From our statewide group of mathematicians comes this beautiful paper on what is expected of entering college students, in terms of math.  It is probably not what you would have expected to see:  it provides a groundwork for innovative math pathways and many schools are changing their approach to math (not because of this paper, necessarily, but because math teachers work hard at understanding how to teach math).  At OC, this is resulting in many changes (all born of very hard work from our math faculty), and there are more to come.

Finally (although I’d love to list a lot more papers!), here’s a crucially important paper on enrollment management.  It’s from ASCCC.  It advises local Senates to develop enrollment management philosophies and to address issues in their districts/colleges.  There is no more important issue at this particular point in time.  The paper leaves it open as to what kinds of policies local Senates should adopt, but this difficult topic should be broached – and in our Senate, I’m thinking sooner rather than later.  Now that we get a reprieve from talking strictly about money, the question of enrollment management (and how it relates to priority registration, class offerings, class caps, support services, mix of courses and so much more) needs to be addressed.  Please try and glance at this one!
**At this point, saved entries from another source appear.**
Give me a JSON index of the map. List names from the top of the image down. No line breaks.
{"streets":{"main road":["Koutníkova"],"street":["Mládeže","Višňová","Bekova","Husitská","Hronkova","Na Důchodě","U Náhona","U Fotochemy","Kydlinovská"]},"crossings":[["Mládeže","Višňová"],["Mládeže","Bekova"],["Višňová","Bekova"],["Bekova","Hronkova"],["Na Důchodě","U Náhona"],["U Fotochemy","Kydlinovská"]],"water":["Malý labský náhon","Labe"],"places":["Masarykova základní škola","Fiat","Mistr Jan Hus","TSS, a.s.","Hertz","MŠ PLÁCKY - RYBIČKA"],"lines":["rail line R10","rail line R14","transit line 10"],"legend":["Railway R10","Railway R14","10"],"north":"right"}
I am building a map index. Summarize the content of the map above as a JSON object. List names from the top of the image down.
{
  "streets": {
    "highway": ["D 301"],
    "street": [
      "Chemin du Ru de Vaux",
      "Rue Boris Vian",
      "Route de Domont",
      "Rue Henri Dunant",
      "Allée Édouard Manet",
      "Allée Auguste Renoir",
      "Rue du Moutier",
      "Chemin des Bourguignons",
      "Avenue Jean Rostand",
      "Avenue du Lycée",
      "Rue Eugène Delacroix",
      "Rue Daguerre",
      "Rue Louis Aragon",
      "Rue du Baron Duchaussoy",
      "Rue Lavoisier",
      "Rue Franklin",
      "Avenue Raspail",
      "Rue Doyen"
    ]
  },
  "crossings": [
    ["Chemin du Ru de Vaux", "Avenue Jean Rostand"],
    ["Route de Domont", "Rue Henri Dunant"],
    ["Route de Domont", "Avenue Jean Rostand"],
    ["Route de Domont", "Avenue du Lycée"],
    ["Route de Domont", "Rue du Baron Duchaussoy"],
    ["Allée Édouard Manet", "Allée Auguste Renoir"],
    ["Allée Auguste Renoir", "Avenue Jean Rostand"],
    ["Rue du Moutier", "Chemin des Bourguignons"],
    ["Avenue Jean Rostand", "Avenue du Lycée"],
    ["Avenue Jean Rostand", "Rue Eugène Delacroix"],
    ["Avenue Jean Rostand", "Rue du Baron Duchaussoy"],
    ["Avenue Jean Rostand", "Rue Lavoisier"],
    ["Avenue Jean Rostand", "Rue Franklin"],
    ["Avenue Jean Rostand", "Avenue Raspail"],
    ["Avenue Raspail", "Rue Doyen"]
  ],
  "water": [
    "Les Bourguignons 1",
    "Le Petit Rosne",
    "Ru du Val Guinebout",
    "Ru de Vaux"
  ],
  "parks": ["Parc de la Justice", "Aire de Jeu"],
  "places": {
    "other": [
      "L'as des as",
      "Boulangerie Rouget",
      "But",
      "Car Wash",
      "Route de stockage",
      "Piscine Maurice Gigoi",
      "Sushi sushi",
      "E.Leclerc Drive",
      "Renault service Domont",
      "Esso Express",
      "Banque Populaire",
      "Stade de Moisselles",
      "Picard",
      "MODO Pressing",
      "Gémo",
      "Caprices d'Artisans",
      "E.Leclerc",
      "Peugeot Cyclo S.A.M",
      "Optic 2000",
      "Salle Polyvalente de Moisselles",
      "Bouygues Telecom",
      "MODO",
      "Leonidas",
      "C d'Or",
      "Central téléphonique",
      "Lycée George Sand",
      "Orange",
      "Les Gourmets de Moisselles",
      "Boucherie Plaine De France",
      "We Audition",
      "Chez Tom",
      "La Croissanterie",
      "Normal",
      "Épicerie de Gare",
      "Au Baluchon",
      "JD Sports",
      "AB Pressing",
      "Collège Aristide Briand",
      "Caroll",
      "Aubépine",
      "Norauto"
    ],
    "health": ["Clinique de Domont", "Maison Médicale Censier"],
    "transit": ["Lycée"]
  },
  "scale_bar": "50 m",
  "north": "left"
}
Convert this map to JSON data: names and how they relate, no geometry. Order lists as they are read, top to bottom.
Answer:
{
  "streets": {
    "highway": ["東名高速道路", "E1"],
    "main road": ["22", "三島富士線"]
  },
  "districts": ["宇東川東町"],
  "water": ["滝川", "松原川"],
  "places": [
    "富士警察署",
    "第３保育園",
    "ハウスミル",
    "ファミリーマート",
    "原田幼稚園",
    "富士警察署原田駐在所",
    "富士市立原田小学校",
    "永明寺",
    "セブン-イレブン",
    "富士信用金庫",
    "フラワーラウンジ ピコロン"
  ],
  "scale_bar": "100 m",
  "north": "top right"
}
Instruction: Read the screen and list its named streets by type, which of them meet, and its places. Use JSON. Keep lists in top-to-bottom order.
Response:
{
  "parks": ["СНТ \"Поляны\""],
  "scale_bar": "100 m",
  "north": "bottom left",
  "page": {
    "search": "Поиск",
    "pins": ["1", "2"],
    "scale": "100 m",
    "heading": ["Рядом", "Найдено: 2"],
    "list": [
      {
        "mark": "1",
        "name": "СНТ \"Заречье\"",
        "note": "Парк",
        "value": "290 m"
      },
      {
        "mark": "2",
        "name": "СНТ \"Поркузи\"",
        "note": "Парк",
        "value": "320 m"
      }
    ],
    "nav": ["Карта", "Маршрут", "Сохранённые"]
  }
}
Going forward, all of this homework will help us construct a wise Educational Master Plan.






Registration Priorities – AP 5055

When registration priorities were last discussed, Oxnard College was in the midst of the program discontinuance/budget crisis of 2011.  We didn’t spend a lot of time on this document.

In the meantime, the State of California has passed a new bill of its own, signed into law, the intent of which is to address some of the same issues (students with too many units drop in priority).

However, several things about AP 5055 need to be discussed.  There are three places on our Campus that should be having conversation about this policy:



Student Success.

In investigating how other districts and colleges handle registration priorities, I’ve learned a lot.  One issue that is of concern to an increasing number of districts and colleges is that local students receive priority registration, so that classes do not fill up with students from other areas.  Why is this important?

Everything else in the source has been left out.